Here you go again with this winterizing thing. What's that all about? Is it like a conveyor belt?









Best regards,
campmg from sunny Arizona


----------



## 3LEES (Feb 18, 2006)

campmg said:


> Here you go again with this winterizing thing. What's that all about? Is it like a conveyor belt?
> 
> 
> 
> ...


Right now, from where I live in Central Florida, the temps that Doug forecast for the PNW 2006 Fall Rally sound REAL good!









But then, we get that in the "winter" here.

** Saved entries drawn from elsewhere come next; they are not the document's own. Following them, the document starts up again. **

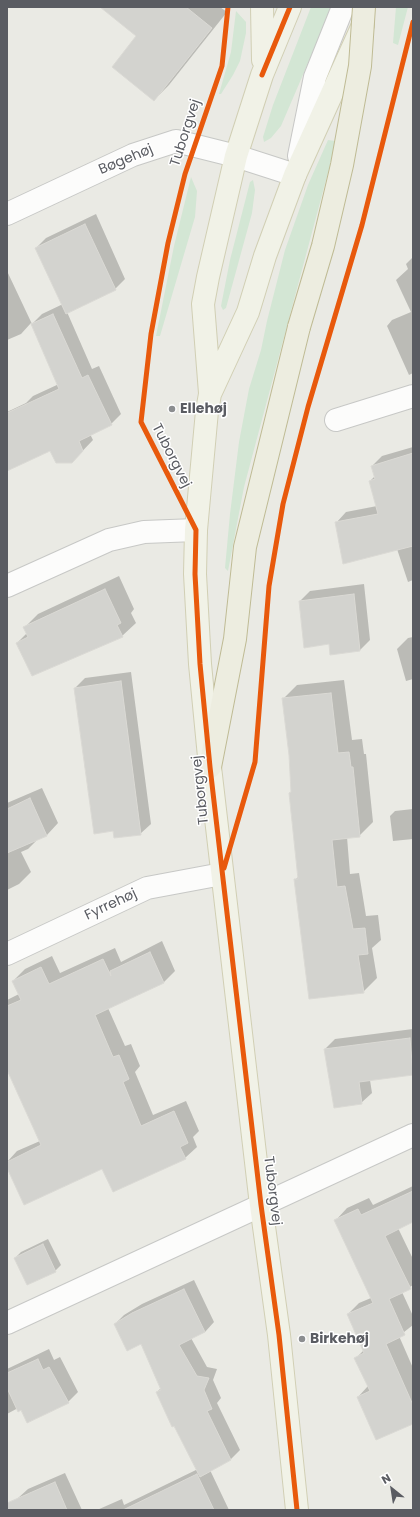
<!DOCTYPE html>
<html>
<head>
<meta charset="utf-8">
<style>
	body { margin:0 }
	#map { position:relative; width:420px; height:1517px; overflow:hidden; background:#eaeae4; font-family:Poppins,sans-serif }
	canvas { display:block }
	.frame { position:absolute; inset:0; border:8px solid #5a5c62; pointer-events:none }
	.north { position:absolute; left:372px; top:1469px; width:40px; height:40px; -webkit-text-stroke:3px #fff; paint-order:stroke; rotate:330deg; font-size:11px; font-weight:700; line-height:16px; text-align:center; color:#5a5c62 }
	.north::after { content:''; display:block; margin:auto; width:14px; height:18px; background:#5a5c62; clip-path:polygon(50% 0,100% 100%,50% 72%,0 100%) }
</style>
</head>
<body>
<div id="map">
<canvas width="420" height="1517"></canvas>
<div class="frame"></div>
<div class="north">N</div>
</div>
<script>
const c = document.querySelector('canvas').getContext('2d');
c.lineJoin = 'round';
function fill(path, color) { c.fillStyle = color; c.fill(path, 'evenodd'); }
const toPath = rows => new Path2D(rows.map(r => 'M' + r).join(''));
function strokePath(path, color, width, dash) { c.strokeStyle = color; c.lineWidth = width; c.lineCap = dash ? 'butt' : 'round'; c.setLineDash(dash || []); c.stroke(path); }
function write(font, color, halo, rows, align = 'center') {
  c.font = font + ' Poppins,sans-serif'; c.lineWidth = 3; c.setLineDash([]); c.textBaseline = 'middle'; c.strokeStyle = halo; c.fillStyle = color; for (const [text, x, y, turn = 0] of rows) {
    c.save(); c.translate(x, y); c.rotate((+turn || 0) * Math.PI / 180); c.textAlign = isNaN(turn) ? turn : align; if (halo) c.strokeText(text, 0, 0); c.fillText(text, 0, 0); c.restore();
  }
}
fill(toPath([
	[311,7,332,7,281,126,271,138,264,142,263,137,273,105],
	[396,7,408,7,398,45,393,43],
	[236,11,246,22,246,33,240,61,233,75,221,94,219,94,231,52],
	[328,140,335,141,330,165,244,487,228,571,225,568,230,514,239,442,249,389,261,350,267,321,285,250,308,185],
	[191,177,197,191,195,217,160,336,156,336,174,246],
	[253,180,255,190,252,213,226,308,223,310,221,306,230,260,250,182]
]), '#d3e6d4');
fill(toPath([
	[102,7,220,7,227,12,169,85,154,100,138,35],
	[96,214,125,279,115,289,67,312,92,369,99,366,121,414,111,424,90,434,93,440,72,462,51,449,7,470,7,412,26,403,33,396,59,384,31,323,21,334,7,340,7,271,32,324,42,314,63,304,36,248,46,238],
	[413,257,413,373,409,375,387,326,392,320,411,312,396,280,408,269,406,264],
	[413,447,413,580,408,582,397,549,336,523,346,512,377,506,370,481,375,476,372,466,382,456],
	[119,576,134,609,131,613,136,623,122,636,17,643,27,633,25,627,38,614],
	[364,584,370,640,360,650,331,654,330,643,300,601,310,591],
	[413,637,413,679,406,681,397,649,408,638],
	[131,672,151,824,140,834,75,688,85,678],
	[344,680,352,740,362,739,364,754,366,754,373,822,359,836,347,837,350,874,359,873,366,916,378,915,381,940,372,948,377,978,363,992,295,880,299,876,290,793,292,791,290,755,283,699,297,685],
	[42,788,58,823,47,835,38,839,28,849,21,852,31,872,19,884,7,890,7,803],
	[413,809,413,839,393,841,390,816,395,811],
	[162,941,175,971,164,982,108,1008,125,1046,131,1044,140,1066,135,1072,153,1115,186,1101,199,1131,193,1137,197,1147,185,1158,102,1167,7,1165,7,1162,17,1151,40,1141,7,1067,7,1000,19,994,13,981,25,969,52,956,60,973,115,948,121,962],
	[413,1029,413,1074,370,1080,372,1093,361,1103,325,1049,335,1039],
	[413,1186,413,1221,398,1228,413,1259,413,1285,402,1292,413,1316,413,1325,399,1336,413,1368,413,1423,358,1397,368,1386,356,1358,364,1350,348,1314,359,1303,371,1298,336,1220,347,1208,369,1198,373,1205],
	[48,1239,61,1265,55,1271,15,1258,21,1252],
	[194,1280,214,1322,205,1332,191,1338,207,1367,217,1369,213,1380,221,1398,217,1403,240,1450,231,1459,210,1470,229,1510,97,1510,122,1499,124,1505,198,1469,157,1392,161,1388,141,1342,115,1324,124,1315,142,1304],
	[49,1349,54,1360,60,1357,78,1392,68,1402,22,1409,18,1408,7,1414,7,1369],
	[65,1473,82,1510,22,1510,17,1499,28,1489]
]), '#0003');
const building = toPath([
	[100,7,186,7,212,28,154,101,112,67,136,36,100,7],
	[85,224,116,290,66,314,35,248,85,224],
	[53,314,82,378,88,375,112,425,79,441,83,451,72,463,56,463,50,451,7,471,7,413,59,389,31,324,53,314],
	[413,453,413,546,343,564,335,522,378,514,369,481,375,479,371,466,413,453],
	[105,589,121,623,117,625,123,637,32,676,16,643,28,637,23,627,105,589],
	[354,594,360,651,330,655,329,644,304,648,299,601,354,594],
	[121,681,141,835,114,838,113,831,94,834,74,688,121,681],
	[331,693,338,753,349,752,351,767,353,767,360,837,332,840,337,887,345,886,353,929,365,928,368,954,358,955,364,993,309,999,294,879,298,879,289,793,291,792,289,755,282,698,331,693],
	[30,798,47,836,7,853,7,809,30,798],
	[150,952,164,983,95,1015,113,1057,119,1055,129,1079,123,1082,141,1126,174,1111,188,1143,180,1147,186,1159,113,1192,102,1169,24,1205,7,1168,7,1162,41,1145,7,1070,7,1006,21,1000,12,981,41,967,49,984,103,959,111,976,110,971,150,952],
	[410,1038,413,1075,359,1082,362,1104,334,1108,324,1049,410,1038],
	[413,1191,413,1222,385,1236,411,1289,389,1299,405,1335,386,1344,413,1405,413,1424,376,1440,357,1397,370,1391,354,1358,364,1353,347,1314,373,1303,334,1220,358,1209,361,1215,413,1191],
	[43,1244,56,1272,27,1285,14,1258,43,1244],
	[184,1289,205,1332,179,1345,197,1376,209,1378,204,1390,212,1409,207,1411,231,1460,200,1477,174,1426,172,1427,156,1392,161,1390,141,1344,127,1351,114,1324,132,1313,184,1289],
	[38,1359,43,1370,49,1367,69,1403,27,1423,21,1410,18,1412,7,1388,7,1373,38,1359],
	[197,1474,214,1510,123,1510,197,1474],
	[55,1482,67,1510,7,1510,7,1503,55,1482]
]);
fill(building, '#d3d3cf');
strokePath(building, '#dad9d4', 1);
const street = toPath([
	[7,214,133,155,176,141,236,156,295,175],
	[336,420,413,396],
	[7,586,109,540,144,532,196,530],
	[7,954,147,888,222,874],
	[7,1323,413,1135]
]);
const secondary = toPath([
	[299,156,315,77,343,7]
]);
const primary = toPath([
	[262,7,263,60],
	[210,393,203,304,208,277,236,156,262,75,290,7],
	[297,1510,279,1335,261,1205,210,767,200,664,195,574,196,530,207,411,210,394,248,312,265,256,295,175,363,25]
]);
const highway = toPath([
	[210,767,235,639,245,547,299,327]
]);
strokePath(street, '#c7c8c6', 24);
strokePath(secondary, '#c7c7c6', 24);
strokePath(primary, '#d1cfb4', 24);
strokePath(highway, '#bfbb94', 24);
strokePath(street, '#fcfcfb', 22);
strokePath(secondary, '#fcfcfb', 22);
strokePath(primary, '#f1f2e7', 22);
strokePath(highway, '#edede0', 22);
const highwayBridge = toPath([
	[299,327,323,246,342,165,360,66,364,7]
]);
strokePath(highwayBridge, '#bfbb94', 24, []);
strokePath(highwayBridge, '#edede0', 22);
strokePath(toPath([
	[228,7,222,66,185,174,168,243,151,334,141,422,196,530,195,574,200,664,210,767,261,1205,279,1335,297,1510],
	[262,75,290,7],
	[224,868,255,762,269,586,283,504,308,407,362,225,413,22]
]), '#e8590c', 5);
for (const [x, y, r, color] of [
	[172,409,4,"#8c8e90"],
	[302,1339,4,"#8c8e90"]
]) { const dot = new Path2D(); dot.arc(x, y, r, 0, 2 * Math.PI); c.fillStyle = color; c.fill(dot); strokePath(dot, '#fff', 1.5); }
write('14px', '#5a5c62', '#fff', [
	["Tuborgvej",186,133,-72],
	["Bøgehøj",126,160,-23],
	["Tuborgvej",171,456,63],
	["Tuborgvej",201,790,-96],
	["Fyrrehøj",111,905,-25],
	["Tuborgvej",272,1191,83]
]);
write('bold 14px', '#5a5c62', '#fff', [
	["Ellehøj",180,409],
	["Birkehøj",310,1339]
], 'left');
</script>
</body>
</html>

And we DON"T have to cut a hole in the lake to go fishing!

Dan


----------



## Scott Z. (Jul 13, 2006)

Too bad - it's way too early to have to winterize!


----------



## z-family (Oct 2, 2004)




----------



## skippershe (May 22, 2006)

campmg said:


> Here you go again with this winterizing thing. What's that all about? Is it like a conveyor belt?
> 
> 
> 
> ...


LOL! That's what I love most about Mitch...his sensitivity







I can just hear the







in his voice, can't you??

Sorry to hear it, but next year will be here before you know it...I promise!
Dawn


----------



## Scrib (Jun 28, 2005)

I thought this thread was going to be about trying to make-up the queen bed...


----------



## skippershe (May 22, 2006)

Scrib said:


> I thought this thread was going to be about trying to make-up the queen bed...


LOL Scrib!


----------



## tdvffjohn (Mar 10, 2005)

Stay safe on the 6 mo deployment..................









John


----------



## Fire44 (Mar 6, 2005)

Like John said....stay safe during you deployment, and check in when you can.

Gary


----------



## bobpattie (Jul 23, 2005)

Everyone will be thinking about you while on deployment and the camper will be there in the spring waiting for you - imagine we will be winterizing here in Wisconsin within the next month so feel your pain there - today was gorgeous and now this weekend will be miserable. Safe travels!


----------



## HootBob (Apr 26, 2004)

Fire44 said:


> Like John said....stay safe during you deployment, and check in when you can.
> 
> Gary


Same here

Don


----------



## luv2rv (Jun 21, 2004)

Ouch. that does hurt. I had to wipe away a tear reading this.









We are hoping to get a few more weekends in before things really cool down.

We have also started contemplating another Florida trip this winter ... kinda got the bug after our trip in Jan/Feb.

It really helps to divide the winter up.

Wayne


----------



## GlenninTexas (Aug 11, 2004)

Explain to me again why anyone chooses to live above the 36 latitude?

Regards, Glenn


----------



## ali (Aug 6, 2006)

GlenninTexas said:


> Explain to me again why anyone chooses to live above the 36 latitude?
> 
> Regards, Glenn


LOL! We like having seasons! We love being outside (and not melting) in the summer and skiing in the winter, seeing the trees change color in the autumn...........

Ali


----------



## PDX_Doug (Nov 16, 2004)

This is just wrong!








Winterizing in September.... AARRRGGHHHH!

Have a safe deployment, Bob. We will see you in the spring!









Happy Trails,
Doug


----------



## GlenninTexas (Aug 11, 2004)

ali said:


> Explain to me again why anyone chooses to live above the 36 latitude?
> 
> Regards, Glenn


LOL! We like having seasons! We love being outside (and not melting) in the summer and skiing in the winter, seeing the trees change color in the autumn...........

Ali
[/quote]

We have seasons, they're called "Pre-Summer", "Summer", "Still-Summer", and "The Cool Day" .









Regards, Glenn


----------